## What the exercise asks
For the entries below, report every line that includes the word "linecap".

## Information supplied
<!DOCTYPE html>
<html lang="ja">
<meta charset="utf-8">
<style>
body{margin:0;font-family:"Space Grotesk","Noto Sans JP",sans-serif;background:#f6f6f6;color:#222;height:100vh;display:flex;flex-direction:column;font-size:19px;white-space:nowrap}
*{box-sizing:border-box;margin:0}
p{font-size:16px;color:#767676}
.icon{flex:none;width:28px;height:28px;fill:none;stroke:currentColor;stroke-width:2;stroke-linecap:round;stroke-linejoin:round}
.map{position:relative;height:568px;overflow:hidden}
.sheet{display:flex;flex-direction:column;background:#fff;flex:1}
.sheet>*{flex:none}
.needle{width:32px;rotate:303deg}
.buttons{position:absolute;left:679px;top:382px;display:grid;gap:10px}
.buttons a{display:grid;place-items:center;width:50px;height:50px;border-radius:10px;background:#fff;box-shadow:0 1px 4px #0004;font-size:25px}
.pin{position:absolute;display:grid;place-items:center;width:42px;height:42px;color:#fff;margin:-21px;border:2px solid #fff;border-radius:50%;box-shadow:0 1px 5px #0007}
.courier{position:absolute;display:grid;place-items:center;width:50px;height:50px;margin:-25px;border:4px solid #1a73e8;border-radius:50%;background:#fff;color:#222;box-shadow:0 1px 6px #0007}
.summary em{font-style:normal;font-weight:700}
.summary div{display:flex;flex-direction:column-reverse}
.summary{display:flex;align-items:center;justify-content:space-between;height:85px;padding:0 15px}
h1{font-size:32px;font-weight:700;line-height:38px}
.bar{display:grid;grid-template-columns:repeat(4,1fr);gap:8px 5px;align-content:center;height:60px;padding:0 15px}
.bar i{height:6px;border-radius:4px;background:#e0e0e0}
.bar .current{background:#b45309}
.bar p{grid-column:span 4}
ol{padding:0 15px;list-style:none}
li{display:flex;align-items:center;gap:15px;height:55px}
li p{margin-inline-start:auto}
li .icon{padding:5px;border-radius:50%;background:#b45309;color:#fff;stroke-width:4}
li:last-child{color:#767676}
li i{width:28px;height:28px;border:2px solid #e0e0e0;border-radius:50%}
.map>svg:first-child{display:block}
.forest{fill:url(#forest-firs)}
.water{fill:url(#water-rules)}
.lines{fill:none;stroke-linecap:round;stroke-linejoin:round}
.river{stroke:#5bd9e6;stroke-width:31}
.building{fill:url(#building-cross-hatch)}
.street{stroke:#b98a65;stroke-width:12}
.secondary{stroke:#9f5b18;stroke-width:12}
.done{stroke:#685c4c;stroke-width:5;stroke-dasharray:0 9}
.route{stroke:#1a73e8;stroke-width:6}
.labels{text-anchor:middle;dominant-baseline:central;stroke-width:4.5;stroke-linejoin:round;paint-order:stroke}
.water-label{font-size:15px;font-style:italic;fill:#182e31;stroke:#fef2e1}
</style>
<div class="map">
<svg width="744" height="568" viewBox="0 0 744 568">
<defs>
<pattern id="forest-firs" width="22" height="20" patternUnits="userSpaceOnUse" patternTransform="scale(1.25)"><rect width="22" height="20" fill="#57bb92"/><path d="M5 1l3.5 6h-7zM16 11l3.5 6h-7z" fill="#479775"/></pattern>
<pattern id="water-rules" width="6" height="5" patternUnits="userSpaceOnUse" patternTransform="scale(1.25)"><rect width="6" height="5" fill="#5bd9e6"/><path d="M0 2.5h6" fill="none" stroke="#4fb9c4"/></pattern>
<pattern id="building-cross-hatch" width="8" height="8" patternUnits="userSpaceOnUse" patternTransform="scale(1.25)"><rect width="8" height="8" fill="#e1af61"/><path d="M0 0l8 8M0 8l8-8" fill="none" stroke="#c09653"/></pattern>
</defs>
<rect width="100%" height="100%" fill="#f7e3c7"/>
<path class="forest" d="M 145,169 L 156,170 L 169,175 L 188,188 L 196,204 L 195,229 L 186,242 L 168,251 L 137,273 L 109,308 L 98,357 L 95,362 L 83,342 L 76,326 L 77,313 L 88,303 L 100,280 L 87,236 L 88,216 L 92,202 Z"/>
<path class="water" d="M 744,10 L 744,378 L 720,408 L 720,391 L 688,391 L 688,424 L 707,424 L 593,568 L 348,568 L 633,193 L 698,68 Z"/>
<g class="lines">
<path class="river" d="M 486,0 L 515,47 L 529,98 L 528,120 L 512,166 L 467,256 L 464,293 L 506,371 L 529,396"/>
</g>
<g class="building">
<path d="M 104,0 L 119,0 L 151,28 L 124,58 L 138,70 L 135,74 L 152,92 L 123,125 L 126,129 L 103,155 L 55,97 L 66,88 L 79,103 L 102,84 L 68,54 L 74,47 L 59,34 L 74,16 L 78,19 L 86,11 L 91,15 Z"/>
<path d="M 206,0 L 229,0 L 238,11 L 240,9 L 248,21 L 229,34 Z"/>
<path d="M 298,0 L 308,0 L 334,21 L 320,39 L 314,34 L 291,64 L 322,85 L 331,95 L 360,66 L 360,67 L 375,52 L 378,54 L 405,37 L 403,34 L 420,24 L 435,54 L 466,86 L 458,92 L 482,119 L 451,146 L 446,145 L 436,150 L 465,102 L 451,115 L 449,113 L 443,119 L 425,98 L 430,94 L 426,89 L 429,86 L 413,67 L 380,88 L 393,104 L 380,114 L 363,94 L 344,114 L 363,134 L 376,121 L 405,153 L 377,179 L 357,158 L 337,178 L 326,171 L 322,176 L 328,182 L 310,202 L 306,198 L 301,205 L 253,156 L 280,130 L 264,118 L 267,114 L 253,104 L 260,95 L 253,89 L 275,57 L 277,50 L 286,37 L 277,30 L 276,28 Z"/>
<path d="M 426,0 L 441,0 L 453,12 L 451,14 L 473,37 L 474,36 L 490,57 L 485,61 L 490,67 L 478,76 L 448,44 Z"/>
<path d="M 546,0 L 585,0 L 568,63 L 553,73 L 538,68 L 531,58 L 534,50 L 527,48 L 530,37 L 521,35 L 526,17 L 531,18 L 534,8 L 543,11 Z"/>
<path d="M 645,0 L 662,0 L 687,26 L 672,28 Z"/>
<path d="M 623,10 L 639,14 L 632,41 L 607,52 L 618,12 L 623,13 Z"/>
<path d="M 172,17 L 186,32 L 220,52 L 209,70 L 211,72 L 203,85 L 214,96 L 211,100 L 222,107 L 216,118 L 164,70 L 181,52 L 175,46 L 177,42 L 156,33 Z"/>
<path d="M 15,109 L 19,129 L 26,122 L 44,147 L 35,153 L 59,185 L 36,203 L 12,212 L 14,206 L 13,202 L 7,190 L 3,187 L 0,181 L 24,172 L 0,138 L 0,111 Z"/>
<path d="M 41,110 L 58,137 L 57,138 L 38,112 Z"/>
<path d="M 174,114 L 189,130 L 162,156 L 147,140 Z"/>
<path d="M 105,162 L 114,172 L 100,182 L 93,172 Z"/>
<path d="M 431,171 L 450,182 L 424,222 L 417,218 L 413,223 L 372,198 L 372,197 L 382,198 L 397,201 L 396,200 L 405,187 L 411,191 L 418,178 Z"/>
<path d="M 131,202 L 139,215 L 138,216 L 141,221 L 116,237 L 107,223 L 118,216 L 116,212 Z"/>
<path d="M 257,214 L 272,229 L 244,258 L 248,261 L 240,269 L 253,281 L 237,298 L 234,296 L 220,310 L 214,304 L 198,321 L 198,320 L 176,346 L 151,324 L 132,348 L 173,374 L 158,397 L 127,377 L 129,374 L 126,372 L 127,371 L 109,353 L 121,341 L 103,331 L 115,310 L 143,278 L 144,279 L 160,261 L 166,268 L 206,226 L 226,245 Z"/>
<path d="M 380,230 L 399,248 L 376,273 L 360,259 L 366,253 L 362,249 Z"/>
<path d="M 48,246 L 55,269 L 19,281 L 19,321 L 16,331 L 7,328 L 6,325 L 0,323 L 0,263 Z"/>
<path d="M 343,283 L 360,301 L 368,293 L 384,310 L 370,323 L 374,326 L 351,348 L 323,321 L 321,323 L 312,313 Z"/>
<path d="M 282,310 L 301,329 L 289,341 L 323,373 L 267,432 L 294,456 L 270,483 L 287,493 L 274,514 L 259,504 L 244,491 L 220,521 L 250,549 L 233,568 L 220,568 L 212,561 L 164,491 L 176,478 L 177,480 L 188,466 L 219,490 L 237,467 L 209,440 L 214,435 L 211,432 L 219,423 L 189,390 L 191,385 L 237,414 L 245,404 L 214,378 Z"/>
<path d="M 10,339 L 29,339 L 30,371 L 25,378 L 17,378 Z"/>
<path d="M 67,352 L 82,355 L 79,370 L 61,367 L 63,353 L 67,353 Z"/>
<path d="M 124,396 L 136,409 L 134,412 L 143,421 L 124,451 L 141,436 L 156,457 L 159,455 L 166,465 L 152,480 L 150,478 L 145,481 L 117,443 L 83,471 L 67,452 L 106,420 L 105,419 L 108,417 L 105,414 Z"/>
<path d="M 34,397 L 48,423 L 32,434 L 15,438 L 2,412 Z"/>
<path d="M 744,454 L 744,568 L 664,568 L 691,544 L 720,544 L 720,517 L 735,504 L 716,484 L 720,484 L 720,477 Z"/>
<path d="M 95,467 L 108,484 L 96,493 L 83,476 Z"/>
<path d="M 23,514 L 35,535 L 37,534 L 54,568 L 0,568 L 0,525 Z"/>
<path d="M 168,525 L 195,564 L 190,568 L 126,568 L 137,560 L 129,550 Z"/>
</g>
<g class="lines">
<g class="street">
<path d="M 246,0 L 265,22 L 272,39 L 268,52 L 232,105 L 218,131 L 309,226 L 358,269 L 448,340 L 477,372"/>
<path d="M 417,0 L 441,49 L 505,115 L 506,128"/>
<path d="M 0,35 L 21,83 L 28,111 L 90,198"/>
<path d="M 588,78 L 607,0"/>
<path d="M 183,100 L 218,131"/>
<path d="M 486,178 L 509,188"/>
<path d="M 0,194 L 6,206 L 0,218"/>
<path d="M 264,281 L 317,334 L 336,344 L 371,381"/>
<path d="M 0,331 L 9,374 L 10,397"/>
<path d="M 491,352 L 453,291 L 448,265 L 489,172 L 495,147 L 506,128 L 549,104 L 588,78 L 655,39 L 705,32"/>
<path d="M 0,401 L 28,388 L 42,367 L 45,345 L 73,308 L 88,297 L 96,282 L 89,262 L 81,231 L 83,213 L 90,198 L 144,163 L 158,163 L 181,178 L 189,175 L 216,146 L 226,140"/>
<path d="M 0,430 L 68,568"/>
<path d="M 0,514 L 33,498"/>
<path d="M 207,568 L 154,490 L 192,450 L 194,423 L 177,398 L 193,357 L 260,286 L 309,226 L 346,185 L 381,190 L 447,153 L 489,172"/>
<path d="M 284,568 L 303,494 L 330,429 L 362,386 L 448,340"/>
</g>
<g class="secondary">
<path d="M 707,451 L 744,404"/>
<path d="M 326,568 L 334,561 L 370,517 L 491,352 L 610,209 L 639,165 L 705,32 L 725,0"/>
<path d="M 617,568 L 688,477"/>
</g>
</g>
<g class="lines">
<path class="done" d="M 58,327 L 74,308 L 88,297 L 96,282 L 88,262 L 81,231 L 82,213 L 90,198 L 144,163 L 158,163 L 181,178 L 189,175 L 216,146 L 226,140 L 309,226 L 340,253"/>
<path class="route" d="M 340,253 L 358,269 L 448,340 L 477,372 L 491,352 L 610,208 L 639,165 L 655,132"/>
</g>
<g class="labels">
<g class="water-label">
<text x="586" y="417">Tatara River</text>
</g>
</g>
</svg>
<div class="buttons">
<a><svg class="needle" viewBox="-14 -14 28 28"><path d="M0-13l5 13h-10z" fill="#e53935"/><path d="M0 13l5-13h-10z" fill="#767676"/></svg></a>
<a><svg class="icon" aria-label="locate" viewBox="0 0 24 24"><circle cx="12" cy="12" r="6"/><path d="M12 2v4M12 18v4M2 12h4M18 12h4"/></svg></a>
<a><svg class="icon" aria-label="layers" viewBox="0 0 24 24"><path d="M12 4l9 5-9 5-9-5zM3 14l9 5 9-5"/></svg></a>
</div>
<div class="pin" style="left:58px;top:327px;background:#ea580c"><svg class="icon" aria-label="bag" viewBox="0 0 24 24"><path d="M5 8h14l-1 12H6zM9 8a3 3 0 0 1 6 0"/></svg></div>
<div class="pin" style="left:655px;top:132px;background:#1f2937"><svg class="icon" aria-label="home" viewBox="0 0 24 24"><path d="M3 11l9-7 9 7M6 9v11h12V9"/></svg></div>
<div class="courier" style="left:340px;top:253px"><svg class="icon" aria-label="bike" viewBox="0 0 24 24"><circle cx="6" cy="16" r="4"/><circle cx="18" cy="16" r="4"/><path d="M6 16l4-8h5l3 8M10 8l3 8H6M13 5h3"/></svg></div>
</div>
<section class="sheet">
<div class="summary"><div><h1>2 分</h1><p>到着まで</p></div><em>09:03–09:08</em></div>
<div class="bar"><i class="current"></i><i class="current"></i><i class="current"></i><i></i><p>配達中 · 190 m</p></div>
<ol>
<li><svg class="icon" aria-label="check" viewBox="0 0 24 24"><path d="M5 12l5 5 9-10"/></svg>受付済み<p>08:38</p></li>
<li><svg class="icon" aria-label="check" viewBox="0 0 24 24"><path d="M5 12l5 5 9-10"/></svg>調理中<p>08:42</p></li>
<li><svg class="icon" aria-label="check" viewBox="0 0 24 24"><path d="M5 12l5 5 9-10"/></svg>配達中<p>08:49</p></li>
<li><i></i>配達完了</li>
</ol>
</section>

## Answer space
.icon{flex:none;width:28px;height:28px;fill:none;stroke:currentColor;stroke-width:2;stroke-linecap:round;stroke-linejoin:round}
.lines{fill:none;stroke-linecap:round;stroke-linejoin:round}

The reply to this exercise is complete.